• **WHAT IS NEEDED**
Only the number is wanted: how many lines below include "none"?

━━━━━━

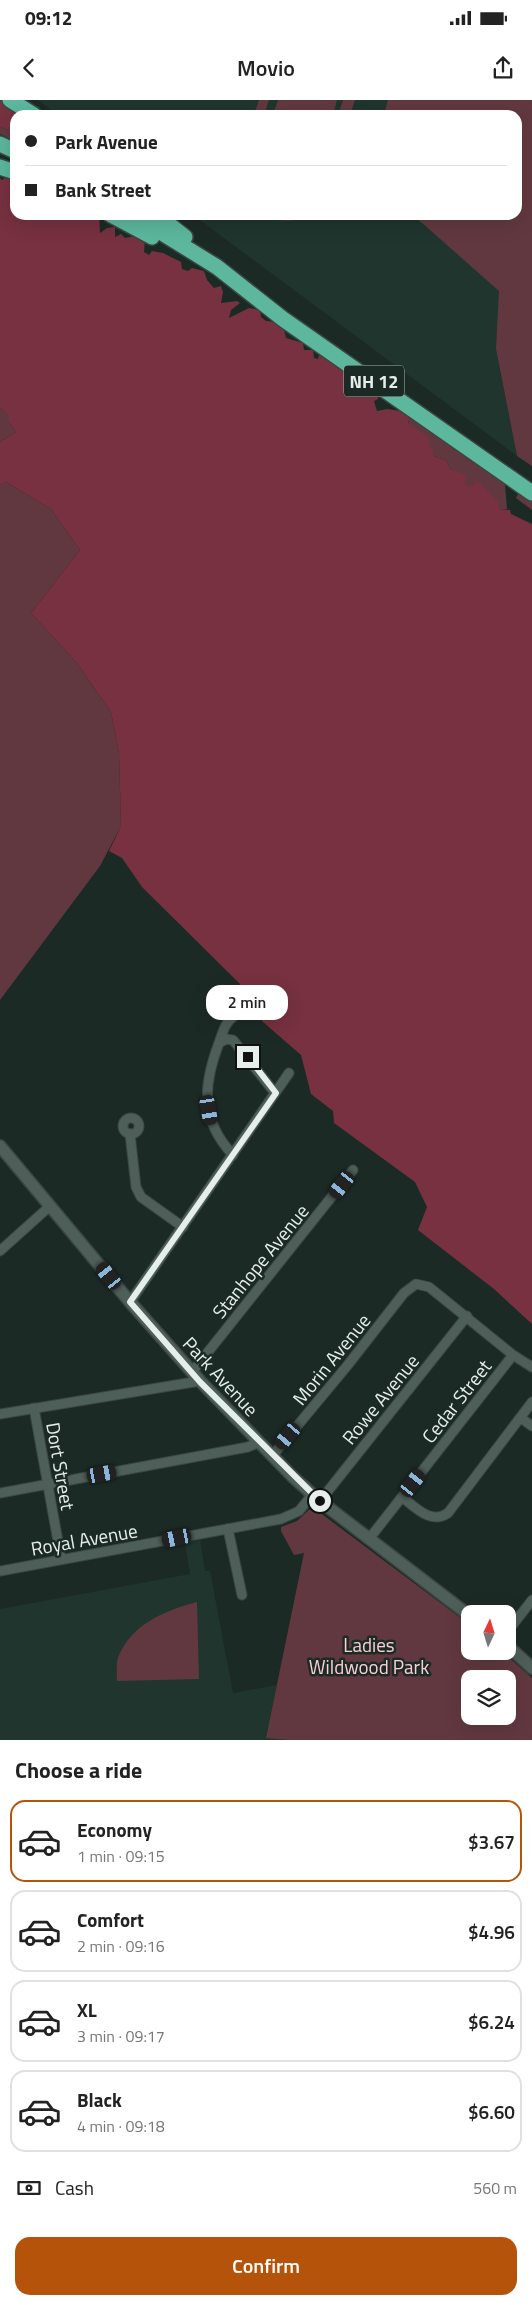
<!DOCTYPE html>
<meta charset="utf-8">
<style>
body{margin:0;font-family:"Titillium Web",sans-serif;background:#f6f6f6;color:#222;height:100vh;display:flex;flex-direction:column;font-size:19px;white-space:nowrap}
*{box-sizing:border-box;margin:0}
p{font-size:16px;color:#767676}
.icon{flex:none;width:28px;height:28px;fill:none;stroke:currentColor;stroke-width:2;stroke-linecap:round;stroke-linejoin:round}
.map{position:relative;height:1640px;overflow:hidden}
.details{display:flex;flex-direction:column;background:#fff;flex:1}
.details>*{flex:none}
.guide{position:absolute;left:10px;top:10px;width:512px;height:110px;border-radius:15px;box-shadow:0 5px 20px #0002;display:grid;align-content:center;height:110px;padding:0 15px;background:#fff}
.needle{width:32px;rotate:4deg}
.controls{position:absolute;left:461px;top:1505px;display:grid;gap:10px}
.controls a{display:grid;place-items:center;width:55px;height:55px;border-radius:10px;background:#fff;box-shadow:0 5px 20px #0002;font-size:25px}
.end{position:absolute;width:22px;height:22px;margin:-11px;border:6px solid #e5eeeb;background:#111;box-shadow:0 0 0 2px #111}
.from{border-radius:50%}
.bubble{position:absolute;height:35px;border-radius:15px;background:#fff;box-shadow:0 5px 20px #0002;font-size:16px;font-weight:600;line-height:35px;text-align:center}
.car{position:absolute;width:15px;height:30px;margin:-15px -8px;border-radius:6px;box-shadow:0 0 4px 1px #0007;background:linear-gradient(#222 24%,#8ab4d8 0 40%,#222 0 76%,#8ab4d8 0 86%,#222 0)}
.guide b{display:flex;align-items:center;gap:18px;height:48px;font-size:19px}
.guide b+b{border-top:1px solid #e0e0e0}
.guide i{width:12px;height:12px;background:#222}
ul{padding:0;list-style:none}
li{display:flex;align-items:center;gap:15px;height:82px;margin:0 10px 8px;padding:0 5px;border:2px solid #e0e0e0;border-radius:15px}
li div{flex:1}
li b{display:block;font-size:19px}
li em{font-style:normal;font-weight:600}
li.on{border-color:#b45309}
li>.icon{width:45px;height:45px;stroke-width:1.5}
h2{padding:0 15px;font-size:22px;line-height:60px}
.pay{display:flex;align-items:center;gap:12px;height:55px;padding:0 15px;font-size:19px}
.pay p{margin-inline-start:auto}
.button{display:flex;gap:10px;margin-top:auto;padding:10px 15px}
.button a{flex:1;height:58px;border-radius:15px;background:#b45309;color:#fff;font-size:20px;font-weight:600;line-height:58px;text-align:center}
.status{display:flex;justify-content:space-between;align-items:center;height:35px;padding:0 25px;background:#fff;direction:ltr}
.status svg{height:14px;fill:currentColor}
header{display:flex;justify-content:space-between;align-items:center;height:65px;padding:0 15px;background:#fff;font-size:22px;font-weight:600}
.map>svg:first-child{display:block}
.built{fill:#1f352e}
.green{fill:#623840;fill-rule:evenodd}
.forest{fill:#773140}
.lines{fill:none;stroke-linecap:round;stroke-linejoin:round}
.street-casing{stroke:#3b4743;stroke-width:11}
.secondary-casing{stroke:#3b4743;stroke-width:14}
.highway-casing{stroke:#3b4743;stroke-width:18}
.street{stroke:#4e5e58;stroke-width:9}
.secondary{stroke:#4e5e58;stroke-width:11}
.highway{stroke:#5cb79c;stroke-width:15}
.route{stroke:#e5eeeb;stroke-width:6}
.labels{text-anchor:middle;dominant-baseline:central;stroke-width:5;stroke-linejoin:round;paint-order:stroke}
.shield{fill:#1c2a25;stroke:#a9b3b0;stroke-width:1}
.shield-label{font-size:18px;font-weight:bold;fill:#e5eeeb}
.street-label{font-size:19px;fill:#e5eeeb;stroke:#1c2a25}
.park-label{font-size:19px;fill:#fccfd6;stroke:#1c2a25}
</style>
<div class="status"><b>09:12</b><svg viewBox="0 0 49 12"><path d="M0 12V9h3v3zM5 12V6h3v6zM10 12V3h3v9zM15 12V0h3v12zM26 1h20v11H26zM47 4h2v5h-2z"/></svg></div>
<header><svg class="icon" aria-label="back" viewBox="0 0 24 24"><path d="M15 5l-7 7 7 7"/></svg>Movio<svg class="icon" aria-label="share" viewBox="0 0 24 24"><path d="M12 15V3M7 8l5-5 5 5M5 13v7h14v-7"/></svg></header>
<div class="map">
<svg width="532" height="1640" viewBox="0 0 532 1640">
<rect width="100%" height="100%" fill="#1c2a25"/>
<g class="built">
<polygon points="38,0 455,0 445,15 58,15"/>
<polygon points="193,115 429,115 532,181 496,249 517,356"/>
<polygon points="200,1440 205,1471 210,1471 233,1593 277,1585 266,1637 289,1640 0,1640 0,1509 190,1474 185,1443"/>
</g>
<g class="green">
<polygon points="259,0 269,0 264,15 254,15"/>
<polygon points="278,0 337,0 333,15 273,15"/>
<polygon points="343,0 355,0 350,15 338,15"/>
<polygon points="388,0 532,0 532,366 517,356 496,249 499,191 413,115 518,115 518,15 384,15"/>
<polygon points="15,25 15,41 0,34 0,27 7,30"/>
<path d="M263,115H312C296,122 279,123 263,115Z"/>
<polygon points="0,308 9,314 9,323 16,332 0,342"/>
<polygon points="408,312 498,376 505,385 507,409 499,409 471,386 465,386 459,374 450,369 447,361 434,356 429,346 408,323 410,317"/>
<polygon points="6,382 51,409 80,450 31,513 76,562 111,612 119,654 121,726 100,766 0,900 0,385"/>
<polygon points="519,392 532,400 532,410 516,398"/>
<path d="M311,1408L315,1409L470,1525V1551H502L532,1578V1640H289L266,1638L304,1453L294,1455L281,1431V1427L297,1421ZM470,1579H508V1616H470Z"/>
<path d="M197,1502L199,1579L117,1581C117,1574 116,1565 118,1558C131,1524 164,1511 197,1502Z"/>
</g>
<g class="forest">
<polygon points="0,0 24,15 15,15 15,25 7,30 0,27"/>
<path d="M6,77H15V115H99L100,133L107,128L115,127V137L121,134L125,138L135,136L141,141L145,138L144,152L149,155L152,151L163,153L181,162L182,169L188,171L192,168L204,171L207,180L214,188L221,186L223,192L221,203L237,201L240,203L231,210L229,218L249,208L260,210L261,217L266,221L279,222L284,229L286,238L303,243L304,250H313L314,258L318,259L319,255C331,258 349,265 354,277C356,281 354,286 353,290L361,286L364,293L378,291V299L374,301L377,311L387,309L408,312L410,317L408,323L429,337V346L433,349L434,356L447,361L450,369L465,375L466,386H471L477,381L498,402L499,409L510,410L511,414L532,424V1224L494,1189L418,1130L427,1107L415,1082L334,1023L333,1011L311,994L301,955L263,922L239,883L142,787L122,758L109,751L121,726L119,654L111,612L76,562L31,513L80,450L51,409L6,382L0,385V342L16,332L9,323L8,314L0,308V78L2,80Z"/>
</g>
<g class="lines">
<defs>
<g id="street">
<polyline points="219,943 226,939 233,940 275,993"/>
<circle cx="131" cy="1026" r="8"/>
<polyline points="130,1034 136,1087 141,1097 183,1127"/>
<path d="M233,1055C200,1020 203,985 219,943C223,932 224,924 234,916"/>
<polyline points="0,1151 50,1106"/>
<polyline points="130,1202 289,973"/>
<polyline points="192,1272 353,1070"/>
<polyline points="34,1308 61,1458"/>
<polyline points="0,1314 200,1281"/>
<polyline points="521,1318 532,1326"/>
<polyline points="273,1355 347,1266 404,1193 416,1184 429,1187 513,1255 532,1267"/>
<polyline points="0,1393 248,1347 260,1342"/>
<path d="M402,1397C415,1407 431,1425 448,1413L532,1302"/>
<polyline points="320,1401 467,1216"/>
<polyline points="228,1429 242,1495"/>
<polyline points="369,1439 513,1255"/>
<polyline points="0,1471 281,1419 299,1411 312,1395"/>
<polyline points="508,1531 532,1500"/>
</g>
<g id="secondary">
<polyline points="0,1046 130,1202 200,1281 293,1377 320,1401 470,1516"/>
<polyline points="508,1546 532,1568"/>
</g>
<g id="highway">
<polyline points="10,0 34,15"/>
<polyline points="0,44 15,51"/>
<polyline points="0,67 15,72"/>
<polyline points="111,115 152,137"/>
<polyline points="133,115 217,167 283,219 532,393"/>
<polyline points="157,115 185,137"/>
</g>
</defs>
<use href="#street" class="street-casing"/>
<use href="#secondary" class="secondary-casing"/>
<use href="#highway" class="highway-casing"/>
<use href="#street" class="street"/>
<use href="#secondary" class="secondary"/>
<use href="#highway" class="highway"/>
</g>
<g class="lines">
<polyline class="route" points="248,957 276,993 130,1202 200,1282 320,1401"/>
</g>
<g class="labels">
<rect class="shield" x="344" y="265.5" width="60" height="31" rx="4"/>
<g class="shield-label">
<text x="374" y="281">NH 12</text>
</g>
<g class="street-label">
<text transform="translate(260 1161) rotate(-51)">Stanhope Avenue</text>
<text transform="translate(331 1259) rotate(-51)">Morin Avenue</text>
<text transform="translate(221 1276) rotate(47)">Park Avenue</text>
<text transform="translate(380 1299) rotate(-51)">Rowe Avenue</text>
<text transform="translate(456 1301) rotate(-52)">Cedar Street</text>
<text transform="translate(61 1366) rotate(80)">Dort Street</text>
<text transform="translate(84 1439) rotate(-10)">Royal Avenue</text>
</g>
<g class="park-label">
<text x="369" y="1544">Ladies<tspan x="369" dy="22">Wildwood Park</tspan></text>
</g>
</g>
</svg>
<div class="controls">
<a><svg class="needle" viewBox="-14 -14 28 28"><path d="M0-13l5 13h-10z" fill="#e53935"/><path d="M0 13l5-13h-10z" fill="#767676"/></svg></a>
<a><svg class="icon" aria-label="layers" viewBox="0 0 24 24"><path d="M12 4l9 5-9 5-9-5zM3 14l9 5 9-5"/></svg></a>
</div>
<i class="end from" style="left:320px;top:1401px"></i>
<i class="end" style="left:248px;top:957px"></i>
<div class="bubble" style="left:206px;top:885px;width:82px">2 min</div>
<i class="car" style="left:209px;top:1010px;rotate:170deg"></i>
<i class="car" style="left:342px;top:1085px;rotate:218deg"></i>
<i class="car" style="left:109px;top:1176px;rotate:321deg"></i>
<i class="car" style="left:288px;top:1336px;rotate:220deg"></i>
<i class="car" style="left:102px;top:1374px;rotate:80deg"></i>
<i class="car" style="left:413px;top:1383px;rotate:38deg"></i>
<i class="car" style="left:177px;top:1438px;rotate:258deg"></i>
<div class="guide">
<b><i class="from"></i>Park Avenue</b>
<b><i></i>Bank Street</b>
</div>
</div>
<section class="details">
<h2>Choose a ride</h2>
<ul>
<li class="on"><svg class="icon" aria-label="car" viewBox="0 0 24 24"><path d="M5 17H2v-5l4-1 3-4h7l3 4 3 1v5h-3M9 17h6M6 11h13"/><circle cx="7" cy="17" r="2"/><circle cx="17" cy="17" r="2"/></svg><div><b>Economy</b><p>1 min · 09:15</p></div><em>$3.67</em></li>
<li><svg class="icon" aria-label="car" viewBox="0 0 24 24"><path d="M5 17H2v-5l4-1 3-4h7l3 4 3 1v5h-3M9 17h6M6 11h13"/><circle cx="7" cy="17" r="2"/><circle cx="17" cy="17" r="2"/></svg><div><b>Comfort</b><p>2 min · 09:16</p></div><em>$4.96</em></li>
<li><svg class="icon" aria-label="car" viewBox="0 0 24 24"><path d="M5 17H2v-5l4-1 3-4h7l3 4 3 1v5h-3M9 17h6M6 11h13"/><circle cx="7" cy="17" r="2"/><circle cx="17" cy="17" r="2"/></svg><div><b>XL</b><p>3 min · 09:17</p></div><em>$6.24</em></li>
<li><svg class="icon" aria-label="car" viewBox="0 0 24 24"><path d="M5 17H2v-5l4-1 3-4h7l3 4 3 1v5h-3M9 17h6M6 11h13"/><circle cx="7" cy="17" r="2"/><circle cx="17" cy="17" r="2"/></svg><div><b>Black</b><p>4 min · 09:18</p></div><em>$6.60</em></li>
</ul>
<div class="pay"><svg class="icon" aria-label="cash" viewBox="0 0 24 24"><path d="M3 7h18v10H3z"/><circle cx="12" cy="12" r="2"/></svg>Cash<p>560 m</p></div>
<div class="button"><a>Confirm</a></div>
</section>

━━━━━━

• **TASK OUTPUT**
4